### [DATA PROVIDED]

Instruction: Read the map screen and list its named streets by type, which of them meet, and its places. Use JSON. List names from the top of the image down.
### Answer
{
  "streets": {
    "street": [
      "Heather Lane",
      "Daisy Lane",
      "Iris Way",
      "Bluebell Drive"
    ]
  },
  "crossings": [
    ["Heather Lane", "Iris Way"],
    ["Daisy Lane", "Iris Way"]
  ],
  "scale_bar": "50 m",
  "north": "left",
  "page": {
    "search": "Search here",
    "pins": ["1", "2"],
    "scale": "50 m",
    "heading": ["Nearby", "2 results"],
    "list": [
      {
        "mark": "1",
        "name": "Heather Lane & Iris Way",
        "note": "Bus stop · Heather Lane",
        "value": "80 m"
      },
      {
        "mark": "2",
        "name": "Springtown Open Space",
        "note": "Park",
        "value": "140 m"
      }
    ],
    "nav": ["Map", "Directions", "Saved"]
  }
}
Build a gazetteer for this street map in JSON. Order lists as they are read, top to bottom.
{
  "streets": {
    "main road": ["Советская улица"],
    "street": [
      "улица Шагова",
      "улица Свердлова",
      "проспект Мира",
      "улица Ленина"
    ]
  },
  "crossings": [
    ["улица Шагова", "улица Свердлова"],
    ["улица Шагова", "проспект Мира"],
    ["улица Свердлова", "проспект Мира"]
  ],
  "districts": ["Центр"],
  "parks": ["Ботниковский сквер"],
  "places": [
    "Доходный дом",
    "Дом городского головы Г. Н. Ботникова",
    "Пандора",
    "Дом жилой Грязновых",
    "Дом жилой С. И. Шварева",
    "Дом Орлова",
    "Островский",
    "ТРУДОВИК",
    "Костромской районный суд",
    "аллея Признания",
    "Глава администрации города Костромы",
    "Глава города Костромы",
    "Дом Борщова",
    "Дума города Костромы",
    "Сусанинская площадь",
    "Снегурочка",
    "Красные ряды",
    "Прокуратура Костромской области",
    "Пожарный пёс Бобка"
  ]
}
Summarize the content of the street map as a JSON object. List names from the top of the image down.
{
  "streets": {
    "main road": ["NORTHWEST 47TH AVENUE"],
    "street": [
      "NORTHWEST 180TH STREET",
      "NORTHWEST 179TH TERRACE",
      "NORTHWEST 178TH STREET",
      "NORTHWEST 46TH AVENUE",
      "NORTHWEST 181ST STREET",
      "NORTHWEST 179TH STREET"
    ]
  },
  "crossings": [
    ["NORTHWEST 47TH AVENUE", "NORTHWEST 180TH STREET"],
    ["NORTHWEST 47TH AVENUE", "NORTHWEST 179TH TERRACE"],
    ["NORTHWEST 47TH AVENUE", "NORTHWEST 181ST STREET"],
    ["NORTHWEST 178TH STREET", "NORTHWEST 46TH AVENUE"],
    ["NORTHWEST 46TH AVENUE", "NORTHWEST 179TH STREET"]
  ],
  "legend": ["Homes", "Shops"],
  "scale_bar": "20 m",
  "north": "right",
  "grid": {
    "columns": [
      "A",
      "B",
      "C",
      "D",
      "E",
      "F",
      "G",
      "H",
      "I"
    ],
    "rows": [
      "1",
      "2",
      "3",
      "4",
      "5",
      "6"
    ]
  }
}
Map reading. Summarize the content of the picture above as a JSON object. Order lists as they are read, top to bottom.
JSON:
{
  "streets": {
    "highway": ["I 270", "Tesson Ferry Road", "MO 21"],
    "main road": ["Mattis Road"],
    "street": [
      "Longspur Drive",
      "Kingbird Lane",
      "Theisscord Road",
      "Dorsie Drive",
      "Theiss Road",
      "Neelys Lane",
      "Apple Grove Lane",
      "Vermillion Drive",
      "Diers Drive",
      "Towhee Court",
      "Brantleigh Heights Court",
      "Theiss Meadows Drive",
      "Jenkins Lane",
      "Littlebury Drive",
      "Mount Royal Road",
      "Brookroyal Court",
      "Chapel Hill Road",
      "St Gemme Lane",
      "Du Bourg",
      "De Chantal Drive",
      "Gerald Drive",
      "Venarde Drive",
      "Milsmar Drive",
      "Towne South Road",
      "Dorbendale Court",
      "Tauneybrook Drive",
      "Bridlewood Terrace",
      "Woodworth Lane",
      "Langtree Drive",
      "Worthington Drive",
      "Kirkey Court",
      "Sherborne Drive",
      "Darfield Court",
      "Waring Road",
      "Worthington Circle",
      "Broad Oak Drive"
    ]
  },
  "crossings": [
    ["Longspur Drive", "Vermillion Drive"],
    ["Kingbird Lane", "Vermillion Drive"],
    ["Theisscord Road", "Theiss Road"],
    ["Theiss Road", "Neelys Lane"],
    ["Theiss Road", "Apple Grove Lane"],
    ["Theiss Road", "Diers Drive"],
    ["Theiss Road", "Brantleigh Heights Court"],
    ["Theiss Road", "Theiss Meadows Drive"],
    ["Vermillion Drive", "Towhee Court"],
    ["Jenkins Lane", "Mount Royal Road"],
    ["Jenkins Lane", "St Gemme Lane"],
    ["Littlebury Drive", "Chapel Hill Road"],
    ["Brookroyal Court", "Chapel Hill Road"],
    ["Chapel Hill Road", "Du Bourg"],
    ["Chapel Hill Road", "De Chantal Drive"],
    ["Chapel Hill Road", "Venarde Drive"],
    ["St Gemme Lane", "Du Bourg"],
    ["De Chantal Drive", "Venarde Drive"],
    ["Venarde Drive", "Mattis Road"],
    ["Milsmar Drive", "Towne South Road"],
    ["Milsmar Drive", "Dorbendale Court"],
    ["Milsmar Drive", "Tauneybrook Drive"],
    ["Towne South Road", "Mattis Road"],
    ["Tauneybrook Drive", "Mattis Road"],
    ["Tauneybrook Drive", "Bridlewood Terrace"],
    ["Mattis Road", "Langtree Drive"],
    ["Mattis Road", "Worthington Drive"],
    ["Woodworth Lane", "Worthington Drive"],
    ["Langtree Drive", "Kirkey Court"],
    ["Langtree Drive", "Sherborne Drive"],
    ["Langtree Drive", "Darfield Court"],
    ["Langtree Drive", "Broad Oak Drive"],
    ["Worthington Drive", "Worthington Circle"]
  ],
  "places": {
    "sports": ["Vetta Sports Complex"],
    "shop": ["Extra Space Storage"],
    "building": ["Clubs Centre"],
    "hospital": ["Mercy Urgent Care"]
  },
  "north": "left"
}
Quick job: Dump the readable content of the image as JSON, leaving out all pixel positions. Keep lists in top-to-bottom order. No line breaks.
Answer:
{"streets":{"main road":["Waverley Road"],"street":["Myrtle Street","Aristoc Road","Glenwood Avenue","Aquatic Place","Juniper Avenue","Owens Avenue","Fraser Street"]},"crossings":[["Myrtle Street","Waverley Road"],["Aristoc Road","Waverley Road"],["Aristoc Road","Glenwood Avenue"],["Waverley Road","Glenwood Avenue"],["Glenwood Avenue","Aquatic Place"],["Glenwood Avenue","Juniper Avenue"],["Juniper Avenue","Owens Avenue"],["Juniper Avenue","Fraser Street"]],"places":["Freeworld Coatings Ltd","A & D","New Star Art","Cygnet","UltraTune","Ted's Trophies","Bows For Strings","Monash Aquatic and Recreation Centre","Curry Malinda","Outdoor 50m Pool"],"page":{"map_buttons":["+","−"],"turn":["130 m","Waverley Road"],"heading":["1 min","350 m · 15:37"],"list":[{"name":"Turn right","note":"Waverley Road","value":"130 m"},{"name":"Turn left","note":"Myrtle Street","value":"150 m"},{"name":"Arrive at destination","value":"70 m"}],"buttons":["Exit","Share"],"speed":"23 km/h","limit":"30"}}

### [TASK PROMPT]
Could you return all of the entries exactly as they stand?

### [WRITTEN RESPONSE]
Instruction: Read the map screen and list its named streets by type, which of them meet, and its places. Use JSON. List names from the top of the image down.
### Answer
{
  "streets": {
    "street": [
      "Heather Lane",
      "Daisy Lane",
      "Iris Way",
      "Bluebell Drive"
    ]
  },
  "crossings": [
    ["Heather Lane", "Iris Way"],
    ["Daisy Lane", "Iris Way"]
  ],
  "scale_bar": "50 m",
  "north": "left",
  "page": {
    "search": "Search here",
    "pins": ["1", "2"],
    "scale": "50 m",
    "heading": ["Nearby", "2 results"],
    "list": [
      {
        "mark": "1",
        "name": "Heather Lane & Iris Way",
        "note": "Bus stop · Heather Lane",
        "value": "80 m"
      },
      {
        "mark": "2",
        "name": "Springtown Open Space",
        "note": "Park",
        "value": "140 m"
      }
    ],
    "nav": ["Map", "Directions", "Saved"]
  }
}
Build a gazetteer for this street map in JSON. Order lists as they are read, top to bottom.
{
  "streets": {
    "main road": ["Советская улица"],
    "street": [
      "улица Шагова",
      "улица Свердлова",
      "проспект Мира",
      "улица Ленина"
    ]
  },
  "crossings": [
    ["улица Шагова", "улица Свердлова"],
    ["улица Шагова", "проспект Мира"],
    ["улица Свердлова", "проспект Мира"]
  ],
  "districts": ["Центр"],
  "parks": ["Ботниковский сквер"],
  "places": [
    "Доходный дом",
    "Дом городского головы Г. Н. Ботникова",
    "Пандора",
    "Дом жилой Грязновых",
    "Дом жилой С. И. Шварева",
    "Дом Орлова",
    "Островский",
    "ТРУДОВИК",
    "Костромской районный суд",
    "аллея Признания",
    "Глава администрации города Костромы",
    "Глава города Костромы",
    "Дом Борщова",
    "Дума города Костромы",
    "Сусанинская площадь",
    "Снегурочка",
    "Красные ряды",
    "Прокуратура Костромской области",
    "Пожарный пёс Бобка"
  ]
}
Summarize the content of the street map as a JSON object. List names from the top of the image down.
{
  "streets": {
    "main road": ["NORTHWEST 47TH AVENUE"],
    "street": [
      "NORTHWEST 180TH STREET",
      "NORTHWEST 179TH TERRACE",
      "NORTHWEST 178TH STREET",
      "NORTHWEST 46TH AVENUE",
      "NORTHWEST 181ST STREET",
      "NORTHWEST 179TH STREET"
    ]
  },
  "crossings": [
    ["NORTHWEST 47TH AVENUE", "NORTHWEST 180TH STREET"],
    ["NORTHWEST 47TH AVENUE", "NORTHWEST 179TH TERRACE"],
    ["NORTHWEST 47TH AVENUE", "NORTHWEST 181ST STREET"],
    ["NORTHWEST 178TH STREET", "NORTHWEST 46TH AVENUE"],
    ["NORTHWEST 46TH AVENUE", "NORTHWEST 179TH STREET"]
  ],
  "legend": ["Homes", "Shops"],
  "scale_bar": "20 m",
  "north": "right",
  "grid": {
    "columns": [
      "A",
      "B",
      "C",
      "D",
      "E",
      "F",
      "G",
      "H",
      "I"
    ],
    "rows": [
      "1",
      "2",
      "3",
      "4",
      "5",
      "6"
    ]
  }
}
Map reading. Summarize the content of the picture above as a JSON object. Order lists as they are read, top to bottom.
JSON:
{
  "streets": {
    "highway": ["I 270", "Tesson Ferry Road", "MO 21"],
    "main road": ["Mattis Road"],
    "street": [
      "Longspur Drive",
      "Kingbird Lane",
      "Theisscord Road",
      "Dorsie Drive",
      "Theiss Road",
      "Neelys Lane",
      "Apple Grove Lane",
      "Vermillion Drive",
      "Diers Drive",
      "Towhee Court",
      "Brantleigh Heights Court",
      "Theiss Meadows Drive",
      "Jenkins Lane",
      "Littlebury Drive",
      "Mount Royal Road",
      "Brookroyal Court",
      "Chapel Hill Road",
      "St Gemme Lane",
      "Du Bourg",
      "De Chantal Drive",
      "Gerald Drive",
      "Venarde Drive",
      "Milsmar Drive",
      "Towne South Road",
      "Dorbendale Court",
      "Tauneybrook Drive",
      "Bridlewood Terrace",
      "Woodworth Lane",
      "Langtree Drive",
      "Worthington Drive",
      "Kirkey Court",
      "Sherborne Drive",
      "Darfield Court",
      "Waring Road",
      "Worthington Circle",
      "Broad Oak Drive"
    ]
  },
  "crossings": [
    ["Longspur Drive", "Vermillion Drive"],
    ["Kingbird Lane", "Vermillion Drive"],
    ["Theisscord Road", "Theiss Road"],
    ["Theiss Road", "Neelys Lane"],
    ["Theiss Road", "Apple Grove Lane"],
    ["Theiss Road", "Diers Drive"],
    ["Theiss Road", "Brantleigh Heights Court"],
    ["Theiss Road", "Theiss Meadows Drive"],
    ["Vermillion Drive", "Towhee Court"],
    ["Jenkins Lane", "Mount Royal Road"],
    ["Jenkins Lane", "St Gemme Lane"],
    ["Littlebury Drive", "Chapel Hill Road"],
    ["Brookroyal Court", "Chapel Hill Road"],
    ["Chapel Hill Road", "Du Bourg"],
    ["Chapel Hill Road", "De Chantal Drive"],
    ["Chapel Hill Road", "Venarde Drive"],
    ["St Gemme Lane", "Du Bourg"],
    ["De Chantal Drive", "Venarde Drive"],
    ["Venarde Drive", "Mattis Road"],
    ["Milsmar Drive", "Towne South Road"],
    ["Milsmar Drive", "Dorbendale Court"],
    ["Milsmar Drive", "Tauneybrook Drive"],
    ["Towne South Road", "Mattis Road"],
    ["Tauneybrook Drive", "Mattis Road"],
    ["Tauneybrook Drive", "Bridlewood Terrace"],
    ["Mattis Road", "Langtree Drive"],
    ["Mattis Road", "Worthington Drive"],
    ["Woodworth Lane", "Worthington Drive"],
    ["Langtree Drive", "Kirkey Court"],
    ["Langtree Drive", "Sherborne Drive"],
    ["Langtree Drive", "Darfield Court"],
    ["Langtree Drive", "Broad Oak Drive"],
    ["Worthington Drive", "Worthington Circle"]
  ],
  "places": {
    "sports": ["Vetta Sports Complex"],
    "shop": ["Extra Space Storage"],
    "building": ["Clubs Centre"],
    "hospital": ["Mercy Urgent Care"]
  },
  "north": "left"
}
Quick job: Dump the readable content of the image as JSON, leaving out all pixel positions. Keep lists in top-to-bottom order. No line breaks.
Answer:
{"streets":{"main road":["Waverley Road"],"street":["Myrtle Street","Aristoc Road","Glenwood Avenue","Aquatic Place","Juniper Avenue","Owens Avenue","Fraser Street"]},"crossings":[["Myrtle Street","Waverley Road"],["Aristoc Road","Waverley Road"],["Aristoc Road","Glenwood Avenue"],["Waverley Road","Glenwood Avenue"],["Glenwood Avenue","Aquatic Place"],["Glenwood Avenue","Juniper Avenue"],["Juniper Avenue","Owens Avenue"],["Juniper Avenue","Fraser Street"]],"places":["Freeworld Coatings Ltd","A & D","New Star Art","Cygnet","UltraTune","Ted's Trophies","Bows For Strings","Monash Aquatic and Recreation Centre","Curry Malinda","Outdoor 50m Pool"],"page":{"map_buttons":["+","−"],"turn":["130 m","Waverley Road"],"heading":["1 min","350 m · 15:37"],"list":[{"name":"Turn right","note":"Waverley Road","value":"130 m"},{"name":"Turn left","note":"Myrtle Street","value":"150 m"},{"name":"Arrive at destination","value":"70 m"}],"buttons":["Exit","Share"],"speed":"23 km/h","limit":"30"}}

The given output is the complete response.